A trip of this magnitude across the ocean normally took four to five months as they were dependent upon the winds. Louisa Lowrie was ill during the entire voyage, and it was hoped that as soon as they reached land in Calcutta, India, that she would make good progress to health once again. However, upon reaching the field, she grew worse and worse, and finally died on November 21, 1833. Talk about a frowning providence.  A young consecrated life was taken away.

Her husband John, while still greatly bereaved, next had to deal with the subsequent illness of the couple who had traveled with them. The Western Foreign Missionary Society which had sent all of them out in the first place, encouraged this latter couple to return to the States. But on the return trip, the husband died and was buried at sea. Thus John Lowrie was left alone, bereft of friends in this strange land of India. Yet he was determined, despite his grief, to do something of the Lord’s work before he too left the country. Forced to wait for another seven months, he used the time well to learn the language. Then he took passage to Lodiana, India, a thriving city near the Punjab border, where the East India Company had a great military station, arriving November 5, 1834.

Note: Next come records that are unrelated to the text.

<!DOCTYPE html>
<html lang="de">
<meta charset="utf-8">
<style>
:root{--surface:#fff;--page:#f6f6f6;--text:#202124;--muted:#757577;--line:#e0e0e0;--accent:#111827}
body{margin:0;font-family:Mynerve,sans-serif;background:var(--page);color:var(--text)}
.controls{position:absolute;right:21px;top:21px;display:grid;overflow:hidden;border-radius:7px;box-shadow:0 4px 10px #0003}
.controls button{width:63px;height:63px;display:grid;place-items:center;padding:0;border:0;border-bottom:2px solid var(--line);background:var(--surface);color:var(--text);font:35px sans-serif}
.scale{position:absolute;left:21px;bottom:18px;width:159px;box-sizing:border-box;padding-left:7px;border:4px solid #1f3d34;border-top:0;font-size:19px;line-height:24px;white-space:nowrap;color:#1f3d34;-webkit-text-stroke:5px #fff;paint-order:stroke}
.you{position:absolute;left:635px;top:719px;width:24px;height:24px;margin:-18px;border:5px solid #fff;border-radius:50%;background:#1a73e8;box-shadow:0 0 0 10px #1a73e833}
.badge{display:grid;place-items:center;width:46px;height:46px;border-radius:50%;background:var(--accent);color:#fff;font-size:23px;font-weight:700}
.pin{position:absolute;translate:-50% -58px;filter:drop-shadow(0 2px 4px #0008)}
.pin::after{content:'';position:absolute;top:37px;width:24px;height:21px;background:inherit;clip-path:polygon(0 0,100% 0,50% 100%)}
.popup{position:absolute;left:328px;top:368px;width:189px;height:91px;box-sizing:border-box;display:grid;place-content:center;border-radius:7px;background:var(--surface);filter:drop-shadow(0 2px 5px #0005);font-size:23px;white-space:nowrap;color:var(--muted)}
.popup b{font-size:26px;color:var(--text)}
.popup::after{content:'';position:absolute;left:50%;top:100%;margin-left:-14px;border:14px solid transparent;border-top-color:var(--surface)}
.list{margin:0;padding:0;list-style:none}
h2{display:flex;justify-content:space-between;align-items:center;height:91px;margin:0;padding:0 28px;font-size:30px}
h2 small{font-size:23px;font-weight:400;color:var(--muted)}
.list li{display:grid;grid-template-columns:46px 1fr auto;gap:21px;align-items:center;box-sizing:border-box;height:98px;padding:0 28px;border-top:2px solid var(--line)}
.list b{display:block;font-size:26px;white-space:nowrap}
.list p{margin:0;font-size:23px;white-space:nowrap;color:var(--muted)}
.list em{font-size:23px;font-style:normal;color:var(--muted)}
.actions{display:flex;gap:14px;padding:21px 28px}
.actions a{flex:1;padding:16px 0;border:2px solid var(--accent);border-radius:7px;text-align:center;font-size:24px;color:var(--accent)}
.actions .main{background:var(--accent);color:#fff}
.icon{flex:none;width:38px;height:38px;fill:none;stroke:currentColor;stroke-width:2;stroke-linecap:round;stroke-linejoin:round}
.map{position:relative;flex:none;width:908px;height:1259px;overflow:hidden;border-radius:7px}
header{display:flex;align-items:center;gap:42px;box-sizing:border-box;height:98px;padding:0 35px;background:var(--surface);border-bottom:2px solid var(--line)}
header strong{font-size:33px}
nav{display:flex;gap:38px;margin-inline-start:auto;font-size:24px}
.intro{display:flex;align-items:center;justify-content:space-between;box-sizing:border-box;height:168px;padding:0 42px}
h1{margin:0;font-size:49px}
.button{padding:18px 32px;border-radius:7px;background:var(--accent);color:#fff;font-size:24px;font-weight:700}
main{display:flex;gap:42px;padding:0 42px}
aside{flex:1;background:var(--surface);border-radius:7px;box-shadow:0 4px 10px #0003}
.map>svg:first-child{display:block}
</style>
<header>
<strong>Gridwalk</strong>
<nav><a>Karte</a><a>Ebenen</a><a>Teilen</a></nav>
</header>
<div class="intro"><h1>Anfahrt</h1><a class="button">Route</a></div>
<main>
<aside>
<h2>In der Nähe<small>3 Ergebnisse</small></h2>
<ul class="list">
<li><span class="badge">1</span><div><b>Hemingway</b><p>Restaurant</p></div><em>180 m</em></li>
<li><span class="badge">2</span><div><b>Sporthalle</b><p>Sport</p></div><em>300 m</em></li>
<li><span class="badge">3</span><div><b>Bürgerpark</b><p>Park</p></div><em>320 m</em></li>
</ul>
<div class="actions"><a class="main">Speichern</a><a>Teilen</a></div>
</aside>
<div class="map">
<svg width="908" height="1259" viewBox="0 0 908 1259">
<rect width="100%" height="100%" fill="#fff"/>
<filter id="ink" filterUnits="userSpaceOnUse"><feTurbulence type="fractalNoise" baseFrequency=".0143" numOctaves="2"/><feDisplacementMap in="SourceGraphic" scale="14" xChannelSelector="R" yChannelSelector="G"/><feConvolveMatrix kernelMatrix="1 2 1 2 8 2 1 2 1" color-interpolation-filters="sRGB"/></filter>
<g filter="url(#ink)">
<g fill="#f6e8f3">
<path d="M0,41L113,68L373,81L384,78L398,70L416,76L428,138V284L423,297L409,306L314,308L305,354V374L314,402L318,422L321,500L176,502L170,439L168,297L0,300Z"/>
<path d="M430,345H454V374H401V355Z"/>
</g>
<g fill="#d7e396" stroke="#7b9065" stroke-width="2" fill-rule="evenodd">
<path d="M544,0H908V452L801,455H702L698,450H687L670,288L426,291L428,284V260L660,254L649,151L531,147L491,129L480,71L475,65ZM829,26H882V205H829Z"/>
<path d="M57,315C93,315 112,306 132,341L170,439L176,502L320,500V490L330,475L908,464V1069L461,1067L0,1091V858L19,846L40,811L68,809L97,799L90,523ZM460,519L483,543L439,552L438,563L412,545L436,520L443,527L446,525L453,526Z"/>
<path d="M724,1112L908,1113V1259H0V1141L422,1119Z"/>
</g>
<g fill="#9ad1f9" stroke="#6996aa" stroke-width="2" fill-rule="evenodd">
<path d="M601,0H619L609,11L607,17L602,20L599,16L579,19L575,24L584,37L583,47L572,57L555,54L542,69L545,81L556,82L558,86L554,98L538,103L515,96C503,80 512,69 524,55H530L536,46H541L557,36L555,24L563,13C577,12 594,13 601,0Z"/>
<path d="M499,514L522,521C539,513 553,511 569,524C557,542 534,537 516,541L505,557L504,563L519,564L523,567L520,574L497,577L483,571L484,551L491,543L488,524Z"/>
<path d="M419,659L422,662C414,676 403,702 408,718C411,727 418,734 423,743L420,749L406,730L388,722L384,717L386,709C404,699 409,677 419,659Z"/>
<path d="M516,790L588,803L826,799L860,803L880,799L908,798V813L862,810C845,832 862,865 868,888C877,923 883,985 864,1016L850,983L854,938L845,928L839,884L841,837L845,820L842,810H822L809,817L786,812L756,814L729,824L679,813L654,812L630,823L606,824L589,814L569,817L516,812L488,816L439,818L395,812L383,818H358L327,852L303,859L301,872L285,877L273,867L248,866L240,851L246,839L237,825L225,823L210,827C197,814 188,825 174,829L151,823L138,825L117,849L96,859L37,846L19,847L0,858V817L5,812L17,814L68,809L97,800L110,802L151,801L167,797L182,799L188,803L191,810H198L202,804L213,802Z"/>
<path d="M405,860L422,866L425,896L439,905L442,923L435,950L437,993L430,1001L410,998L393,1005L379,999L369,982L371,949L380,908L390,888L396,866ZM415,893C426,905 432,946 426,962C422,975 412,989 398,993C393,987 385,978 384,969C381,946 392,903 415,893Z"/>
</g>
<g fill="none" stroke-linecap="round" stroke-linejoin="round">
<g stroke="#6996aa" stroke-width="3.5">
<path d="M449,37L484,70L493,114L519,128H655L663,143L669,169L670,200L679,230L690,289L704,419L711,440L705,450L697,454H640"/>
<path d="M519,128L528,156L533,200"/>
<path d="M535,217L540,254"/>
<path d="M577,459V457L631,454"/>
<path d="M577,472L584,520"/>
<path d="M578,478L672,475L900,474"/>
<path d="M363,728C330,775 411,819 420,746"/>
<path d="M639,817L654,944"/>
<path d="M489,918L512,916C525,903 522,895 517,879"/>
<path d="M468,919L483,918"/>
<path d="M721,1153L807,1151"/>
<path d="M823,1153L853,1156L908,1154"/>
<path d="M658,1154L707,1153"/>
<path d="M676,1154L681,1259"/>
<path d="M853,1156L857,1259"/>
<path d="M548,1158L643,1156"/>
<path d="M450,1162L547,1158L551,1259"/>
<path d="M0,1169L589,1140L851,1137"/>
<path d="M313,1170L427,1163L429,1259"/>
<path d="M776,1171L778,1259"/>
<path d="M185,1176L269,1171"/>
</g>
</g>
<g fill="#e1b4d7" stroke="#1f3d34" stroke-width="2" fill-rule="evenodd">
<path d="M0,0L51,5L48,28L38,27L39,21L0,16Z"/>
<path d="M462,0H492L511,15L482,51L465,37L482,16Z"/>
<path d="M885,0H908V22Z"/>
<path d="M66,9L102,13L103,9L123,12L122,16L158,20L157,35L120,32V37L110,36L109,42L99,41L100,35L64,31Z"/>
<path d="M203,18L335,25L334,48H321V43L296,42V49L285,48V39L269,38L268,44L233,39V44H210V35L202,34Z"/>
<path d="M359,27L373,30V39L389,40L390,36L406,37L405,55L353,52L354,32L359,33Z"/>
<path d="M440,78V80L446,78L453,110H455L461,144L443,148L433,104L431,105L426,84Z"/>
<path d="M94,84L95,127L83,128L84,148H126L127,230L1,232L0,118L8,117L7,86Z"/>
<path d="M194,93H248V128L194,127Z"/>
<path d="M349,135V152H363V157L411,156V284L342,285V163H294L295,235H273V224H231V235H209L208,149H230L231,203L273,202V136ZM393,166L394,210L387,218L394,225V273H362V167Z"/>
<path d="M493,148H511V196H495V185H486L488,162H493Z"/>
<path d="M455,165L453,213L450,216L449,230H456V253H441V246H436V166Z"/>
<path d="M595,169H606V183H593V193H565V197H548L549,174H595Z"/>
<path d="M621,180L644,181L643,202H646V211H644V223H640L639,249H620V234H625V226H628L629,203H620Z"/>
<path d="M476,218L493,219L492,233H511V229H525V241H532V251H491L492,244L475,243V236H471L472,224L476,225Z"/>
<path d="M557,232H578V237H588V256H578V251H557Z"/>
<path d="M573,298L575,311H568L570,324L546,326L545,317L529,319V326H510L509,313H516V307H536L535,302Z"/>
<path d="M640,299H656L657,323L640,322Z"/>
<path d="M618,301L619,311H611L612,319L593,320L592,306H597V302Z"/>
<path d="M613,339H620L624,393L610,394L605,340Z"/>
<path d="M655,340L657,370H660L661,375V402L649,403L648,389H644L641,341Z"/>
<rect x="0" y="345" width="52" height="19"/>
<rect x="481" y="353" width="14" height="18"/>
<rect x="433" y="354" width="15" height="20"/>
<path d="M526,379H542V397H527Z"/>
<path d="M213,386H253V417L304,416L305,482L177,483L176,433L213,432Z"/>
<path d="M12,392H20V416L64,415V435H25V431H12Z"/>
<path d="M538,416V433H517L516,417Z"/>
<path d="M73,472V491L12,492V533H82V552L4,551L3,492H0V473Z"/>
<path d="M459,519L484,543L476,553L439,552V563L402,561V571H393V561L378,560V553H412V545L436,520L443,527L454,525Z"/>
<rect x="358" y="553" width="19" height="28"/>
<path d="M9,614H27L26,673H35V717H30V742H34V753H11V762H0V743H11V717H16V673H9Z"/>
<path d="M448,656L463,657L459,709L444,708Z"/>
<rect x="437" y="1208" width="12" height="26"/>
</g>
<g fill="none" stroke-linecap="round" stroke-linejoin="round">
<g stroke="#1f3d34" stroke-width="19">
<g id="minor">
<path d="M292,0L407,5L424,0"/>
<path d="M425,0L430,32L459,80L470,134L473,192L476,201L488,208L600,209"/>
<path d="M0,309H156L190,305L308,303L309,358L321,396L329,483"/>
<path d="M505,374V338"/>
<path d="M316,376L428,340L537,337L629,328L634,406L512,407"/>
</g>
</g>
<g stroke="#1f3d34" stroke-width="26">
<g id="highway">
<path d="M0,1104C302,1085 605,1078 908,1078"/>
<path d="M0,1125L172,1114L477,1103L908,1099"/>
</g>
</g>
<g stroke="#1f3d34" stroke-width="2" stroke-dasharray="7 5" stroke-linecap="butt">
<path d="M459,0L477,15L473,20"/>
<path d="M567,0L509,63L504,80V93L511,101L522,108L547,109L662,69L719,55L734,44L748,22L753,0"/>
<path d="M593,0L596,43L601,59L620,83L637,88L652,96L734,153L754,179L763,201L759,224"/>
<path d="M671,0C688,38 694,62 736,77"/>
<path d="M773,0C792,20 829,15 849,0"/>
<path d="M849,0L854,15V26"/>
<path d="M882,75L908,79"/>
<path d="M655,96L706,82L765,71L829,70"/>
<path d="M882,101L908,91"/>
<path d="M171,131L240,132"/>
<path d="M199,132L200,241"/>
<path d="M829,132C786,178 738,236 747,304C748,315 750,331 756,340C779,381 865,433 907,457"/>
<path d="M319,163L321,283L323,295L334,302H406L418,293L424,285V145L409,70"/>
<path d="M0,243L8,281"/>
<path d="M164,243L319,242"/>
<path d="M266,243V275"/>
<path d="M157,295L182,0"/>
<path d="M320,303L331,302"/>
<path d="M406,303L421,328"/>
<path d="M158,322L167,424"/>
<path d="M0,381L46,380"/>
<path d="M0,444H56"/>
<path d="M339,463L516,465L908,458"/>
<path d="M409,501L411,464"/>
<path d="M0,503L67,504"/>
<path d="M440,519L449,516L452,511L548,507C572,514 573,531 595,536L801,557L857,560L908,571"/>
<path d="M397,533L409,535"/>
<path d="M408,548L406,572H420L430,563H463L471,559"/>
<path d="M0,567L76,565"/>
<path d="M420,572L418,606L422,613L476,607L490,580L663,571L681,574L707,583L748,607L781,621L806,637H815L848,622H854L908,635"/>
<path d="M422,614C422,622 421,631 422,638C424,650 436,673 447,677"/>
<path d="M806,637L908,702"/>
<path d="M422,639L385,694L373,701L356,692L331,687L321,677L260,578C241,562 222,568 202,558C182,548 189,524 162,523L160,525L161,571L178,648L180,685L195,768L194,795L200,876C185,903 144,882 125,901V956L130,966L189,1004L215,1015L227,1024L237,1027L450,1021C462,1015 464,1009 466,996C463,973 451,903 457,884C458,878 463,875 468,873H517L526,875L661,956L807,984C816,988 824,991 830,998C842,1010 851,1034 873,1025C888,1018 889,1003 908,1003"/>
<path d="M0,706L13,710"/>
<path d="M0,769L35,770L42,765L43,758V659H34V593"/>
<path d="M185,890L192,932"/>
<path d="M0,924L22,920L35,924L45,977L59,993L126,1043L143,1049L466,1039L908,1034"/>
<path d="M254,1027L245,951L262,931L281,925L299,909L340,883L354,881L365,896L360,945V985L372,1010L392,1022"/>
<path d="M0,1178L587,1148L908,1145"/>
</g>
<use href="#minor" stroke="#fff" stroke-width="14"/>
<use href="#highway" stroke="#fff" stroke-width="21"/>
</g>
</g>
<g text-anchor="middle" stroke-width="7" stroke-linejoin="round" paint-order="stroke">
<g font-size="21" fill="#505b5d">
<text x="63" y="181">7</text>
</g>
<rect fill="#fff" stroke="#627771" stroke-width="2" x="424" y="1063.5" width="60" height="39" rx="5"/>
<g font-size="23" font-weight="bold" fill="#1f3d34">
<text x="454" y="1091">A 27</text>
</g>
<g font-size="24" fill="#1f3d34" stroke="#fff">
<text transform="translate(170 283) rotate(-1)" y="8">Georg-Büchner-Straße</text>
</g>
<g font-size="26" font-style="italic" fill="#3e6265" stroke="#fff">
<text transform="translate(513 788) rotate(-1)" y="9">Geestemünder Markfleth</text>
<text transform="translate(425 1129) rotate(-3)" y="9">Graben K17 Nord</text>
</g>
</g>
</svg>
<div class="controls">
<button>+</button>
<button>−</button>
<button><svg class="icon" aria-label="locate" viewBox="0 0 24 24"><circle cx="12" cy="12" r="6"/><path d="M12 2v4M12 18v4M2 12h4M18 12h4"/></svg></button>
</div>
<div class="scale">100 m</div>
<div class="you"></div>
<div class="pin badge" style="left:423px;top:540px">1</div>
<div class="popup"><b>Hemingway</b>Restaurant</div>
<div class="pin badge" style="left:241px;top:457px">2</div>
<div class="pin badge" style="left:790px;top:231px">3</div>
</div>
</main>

For the next four years, he established a mission school and  a Presbyterian church in India.  During this time, he had the friendship of several Christian laypeople from the military station.  Repeated attacks of malaria fever, however, brought him low several times,  until he was forced to return to the States in 1838.  For the rest of his life, until 1900, he ministered in administrative affairs in the office of the mission society which sent him and his wife out in the first place.

Words to Live By: William Cowper’s last verse reads, “Blind unbelief is sure to err, and scan his work in vain; God is his own interpreter, and he will make it plain.” Frowning providence may be made plain here, or hereafter in heaven. Our place is to trust God now, despite what comes our way, resting in Him.